In the listing below, identify each line with the word "what" and return those lines.

LISTED RECORDS:
----

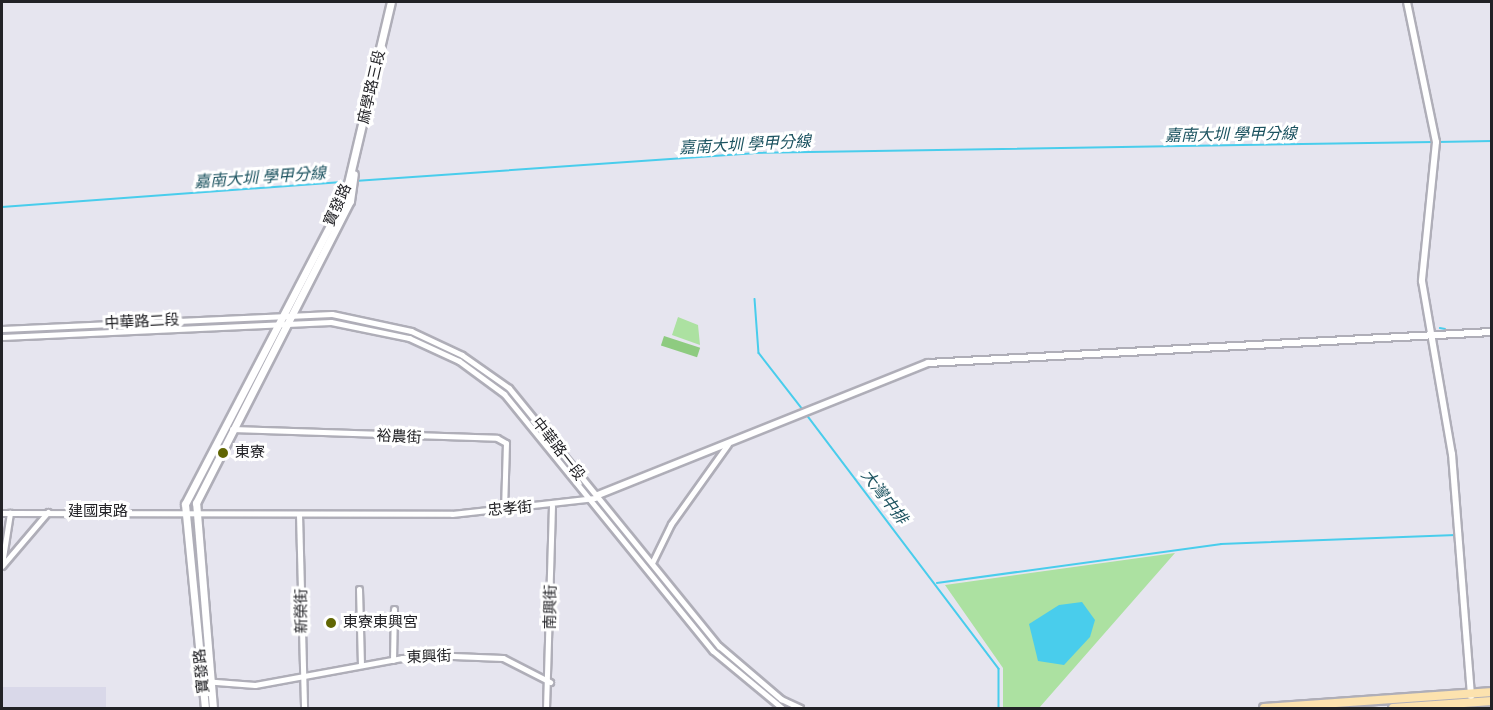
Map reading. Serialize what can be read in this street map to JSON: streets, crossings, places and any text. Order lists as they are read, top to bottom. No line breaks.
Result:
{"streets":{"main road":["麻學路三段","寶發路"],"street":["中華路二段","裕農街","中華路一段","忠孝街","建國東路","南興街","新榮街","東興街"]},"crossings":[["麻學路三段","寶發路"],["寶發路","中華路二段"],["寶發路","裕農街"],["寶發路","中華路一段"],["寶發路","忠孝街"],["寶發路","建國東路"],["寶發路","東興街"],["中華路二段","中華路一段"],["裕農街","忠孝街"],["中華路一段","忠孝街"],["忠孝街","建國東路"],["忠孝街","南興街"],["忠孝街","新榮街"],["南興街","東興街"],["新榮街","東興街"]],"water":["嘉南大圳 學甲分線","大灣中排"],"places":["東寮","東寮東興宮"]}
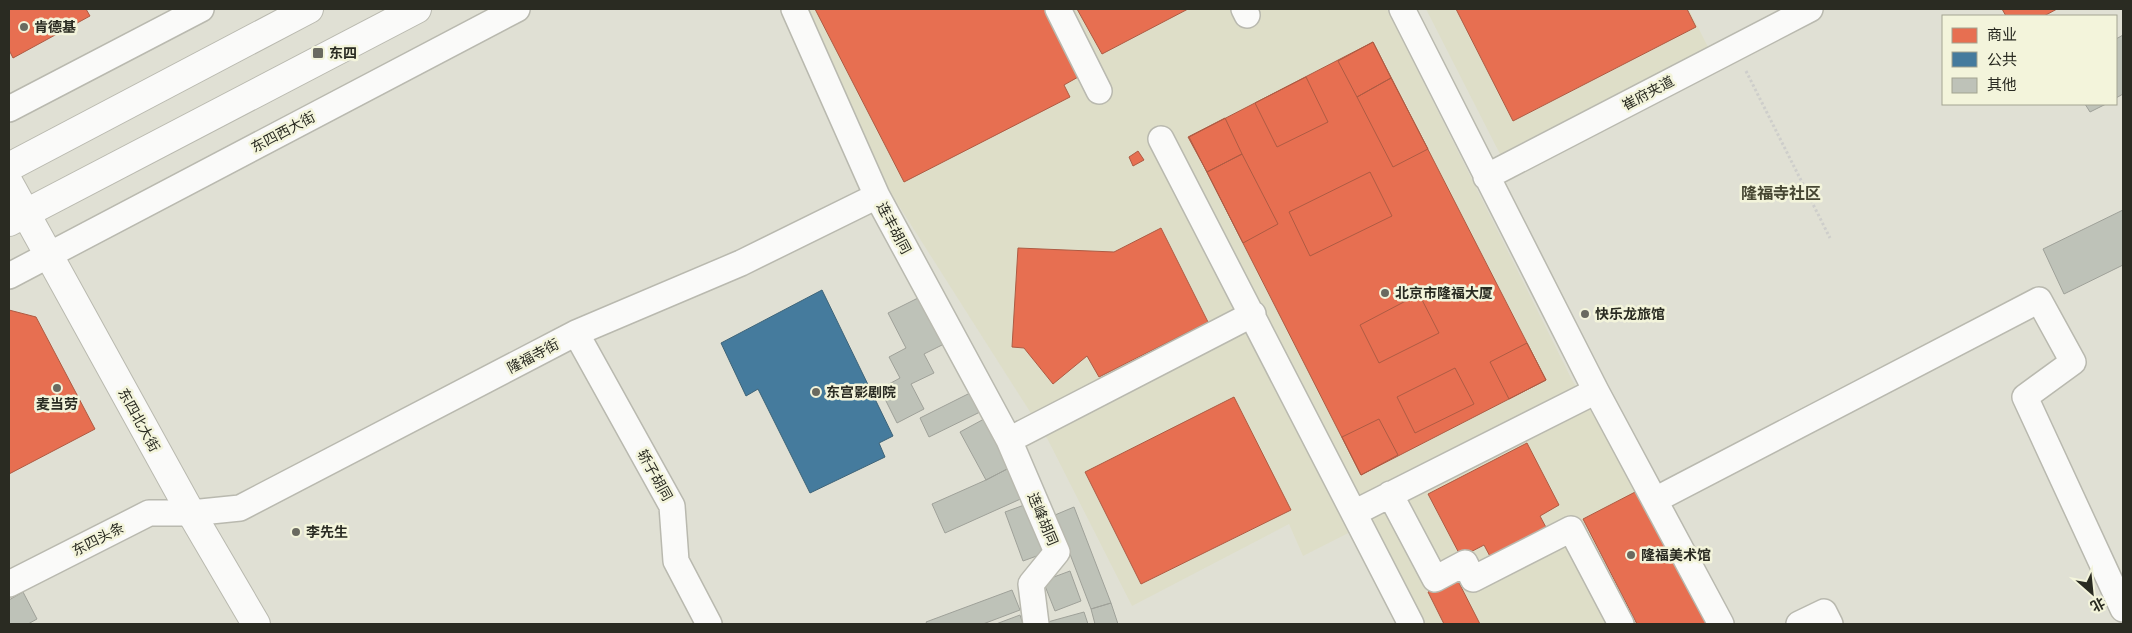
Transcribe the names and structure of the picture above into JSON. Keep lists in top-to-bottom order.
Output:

----

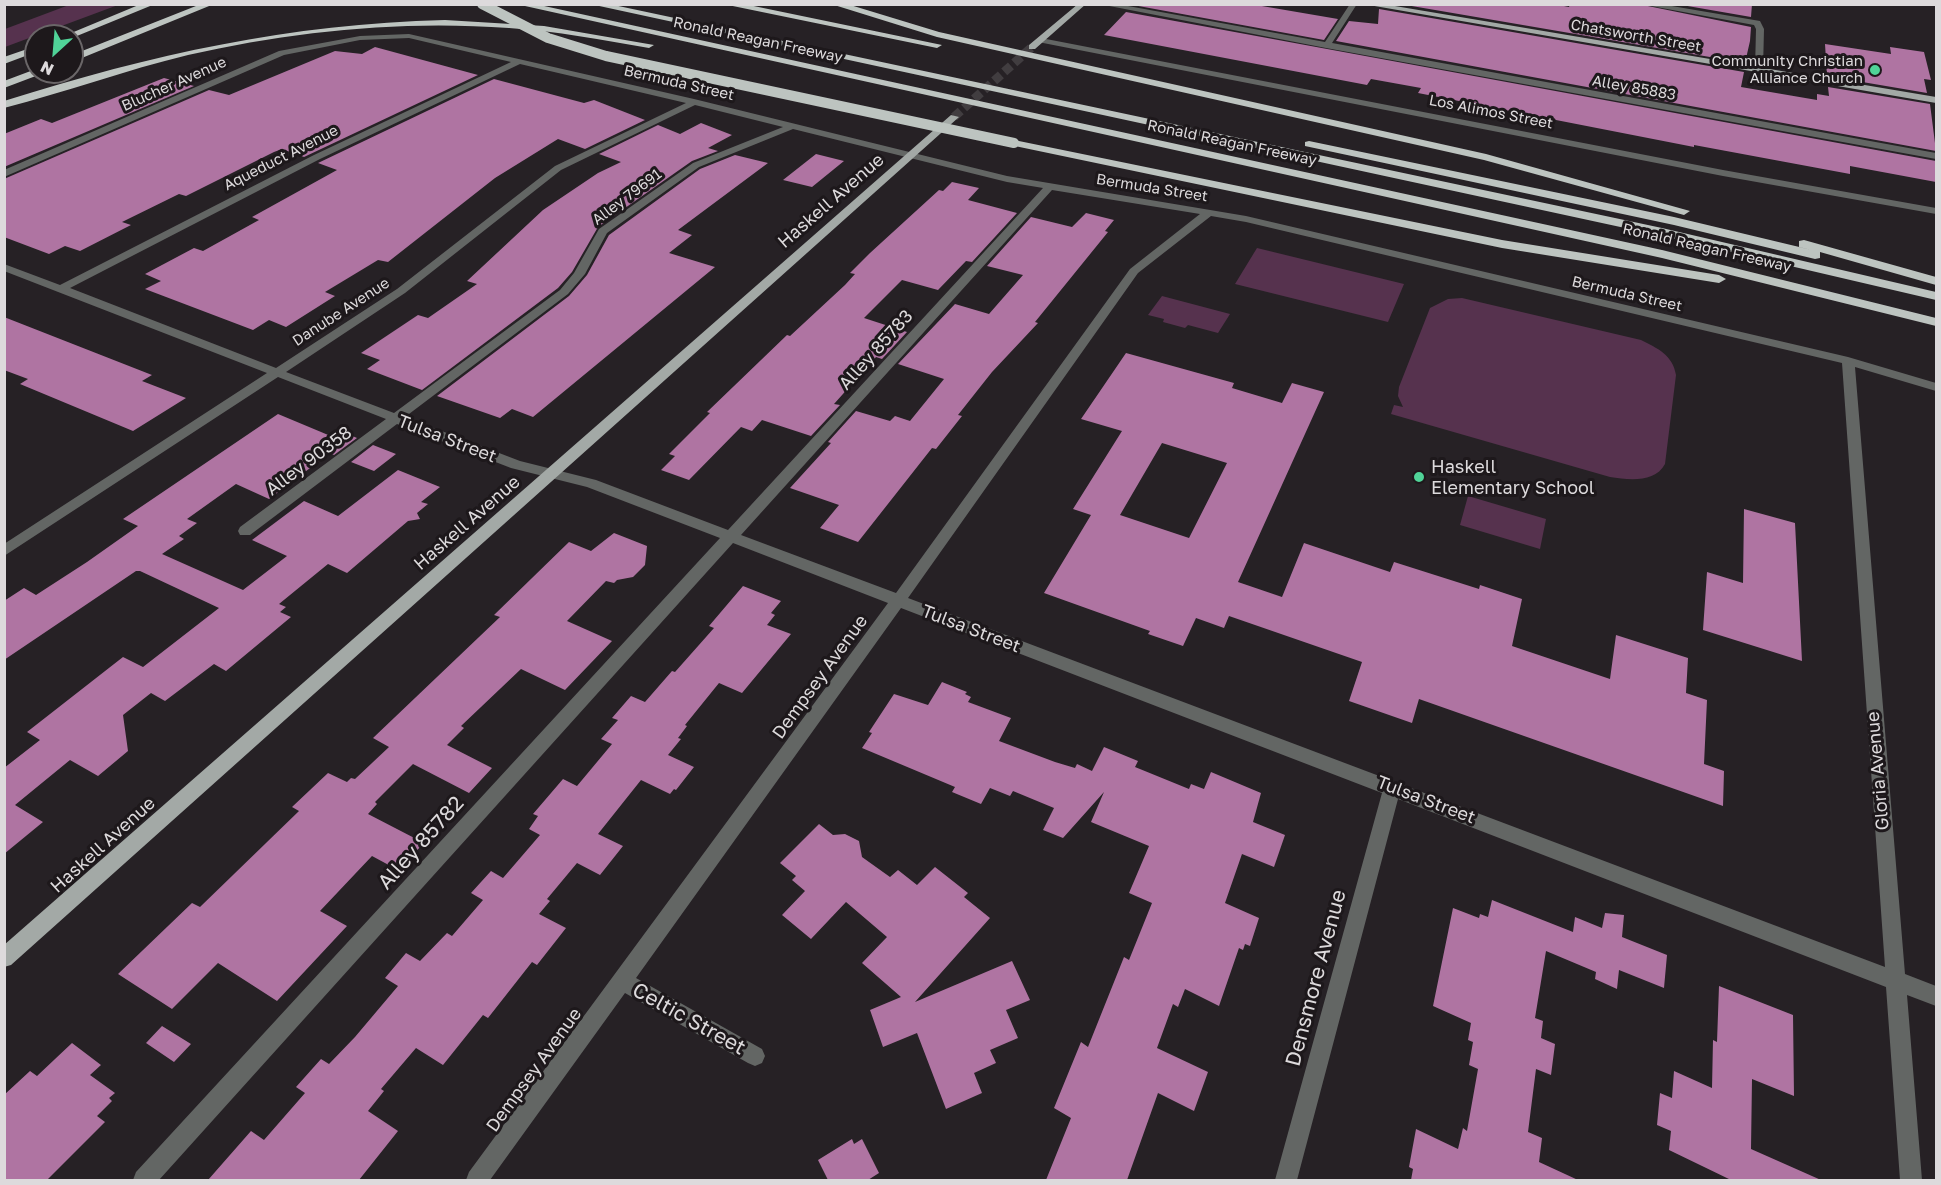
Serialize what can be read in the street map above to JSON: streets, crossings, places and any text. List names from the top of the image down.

----

RESULT OF THE EXERCISE:
Map reading. Serialize what can be read in this street map to JSON: streets, crossings, places and any text. Order lists as they are read, top to bottom. No line breaks.
Serialize what can be read in the street map above to JSON: streets, crossings, places and any text. List names from the top of the image down.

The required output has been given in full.